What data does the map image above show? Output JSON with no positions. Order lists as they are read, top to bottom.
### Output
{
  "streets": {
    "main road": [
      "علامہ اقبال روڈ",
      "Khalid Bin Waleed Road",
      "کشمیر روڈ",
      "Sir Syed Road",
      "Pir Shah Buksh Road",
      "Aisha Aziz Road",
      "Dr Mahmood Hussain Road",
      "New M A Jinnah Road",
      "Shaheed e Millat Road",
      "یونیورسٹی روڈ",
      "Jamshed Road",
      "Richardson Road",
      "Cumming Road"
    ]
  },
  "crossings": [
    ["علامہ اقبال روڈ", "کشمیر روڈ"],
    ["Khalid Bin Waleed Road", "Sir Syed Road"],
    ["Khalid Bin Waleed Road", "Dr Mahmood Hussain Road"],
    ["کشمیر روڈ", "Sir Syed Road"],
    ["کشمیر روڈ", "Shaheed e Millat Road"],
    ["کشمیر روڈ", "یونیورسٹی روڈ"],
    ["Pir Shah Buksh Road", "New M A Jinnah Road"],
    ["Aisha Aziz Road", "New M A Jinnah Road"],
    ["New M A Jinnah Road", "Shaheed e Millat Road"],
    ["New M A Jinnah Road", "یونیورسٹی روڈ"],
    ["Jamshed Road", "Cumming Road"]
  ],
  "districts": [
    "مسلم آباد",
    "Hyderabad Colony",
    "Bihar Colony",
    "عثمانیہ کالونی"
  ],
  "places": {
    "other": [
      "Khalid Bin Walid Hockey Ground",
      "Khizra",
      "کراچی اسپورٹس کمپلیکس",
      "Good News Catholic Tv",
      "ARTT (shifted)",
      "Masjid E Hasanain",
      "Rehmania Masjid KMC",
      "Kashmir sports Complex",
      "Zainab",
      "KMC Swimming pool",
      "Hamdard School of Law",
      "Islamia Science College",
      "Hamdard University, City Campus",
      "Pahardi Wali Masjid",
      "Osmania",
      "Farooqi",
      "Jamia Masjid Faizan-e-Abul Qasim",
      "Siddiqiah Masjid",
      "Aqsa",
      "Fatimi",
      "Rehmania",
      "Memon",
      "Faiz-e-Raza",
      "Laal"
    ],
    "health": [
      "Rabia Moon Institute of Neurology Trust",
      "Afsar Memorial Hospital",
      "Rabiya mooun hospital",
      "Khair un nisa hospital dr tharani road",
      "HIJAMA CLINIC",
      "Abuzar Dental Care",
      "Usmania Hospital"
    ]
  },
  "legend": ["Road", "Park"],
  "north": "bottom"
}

*Action item*. All records are to be written out exactly.

*Expected output*.
What data does the map image above show? Output JSON with no positions. Order lists as they are read, top to bottom.
### Output
{
  "streets": {
    "main road": [
      "علامہ اقبال روڈ",
      "Khalid Bin Waleed Road",
      "کشمیر روڈ",
      "Sir Syed Road",
      "Pir Shah Buksh Road",
      "Aisha Aziz Road",
      "Dr Mahmood Hussain Road",
      "New M A Jinnah Road",
      "Shaheed e Millat Road",
      "یونیورسٹی روڈ",
      "Jamshed Road",
      "Richardson Road",
      "Cumming Road"
    ]
  },
  "crossings": [
    ["علامہ اقبال روڈ", "کشمیر روڈ"],
    ["Khalid Bin Waleed Road", "Sir Syed Road"],
    ["Khalid Bin Waleed Road", "Dr Mahmood Hussain Road"],
    ["کشمیر روڈ", "Sir Syed Road"],
    ["کشمیر روڈ", "Shaheed e Millat Road"],
    ["کشمیر روڈ", "یونیورسٹی روڈ"],
    ["Pir Shah Buksh Road", "New M A Jinnah Road"],
    ["Aisha Aziz Road", "New M A Jinnah Road"],
    ["New M A Jinnah Road", "Shaheed e Millat Road"],
    ["New M A Jinnah Road", "یونیورسٹی روڈ"],
    ["Jamshed Road", "Cumming Road"]
  ],
  "districts": [
    "مسلم آباد",
    "Hyderabad Colony",
    "Bihar Colony",
    "عثمانیہ کالونی"
  ],
  "places": {
    "other": [
      "Khalid Bin Walid Hockey Ground",
      "Khizra",
      "کراچی اسپورٹس کمپلیکس",
      "Good News Catholic Tv",
      "ARTT (shifted)",
      "Masjid E Hasanain",
      "Rehmania Masjid KMC",
      "Kashmir sports Complex",
      "Zainab",
      "KMC Swimming pool",
      "Hamdard School of Law",
      "Islamia Science College",
      "Hamdard University, City Campus",
      "Pahardi Wali Masjid",
      "Osmania",
      "Farooqi",
      "Jamia Masjid Faizan-e-Abul Qasim",
      "Siddiqiah Masjid",
      "Aqsa",
      "Fatimi",
      "Rehmania",
      "Memon",
      "Faiz-e-Raza",
      "Laal"
    ],
    "health": [
      "Rabia Moon Institute of Neurology Trust",
      "Afsar Memorial Hospital",
      "Rabiya mooun hospital",
      "Khair un nisa hospital dr tharani road",
      "HIJAMA CLINIC",
      "Abuzar Dental Care",
      "Usmania Hospital"
    ]
  },
  "legend": ["Road", "Park"],
  "north": "bottom"
}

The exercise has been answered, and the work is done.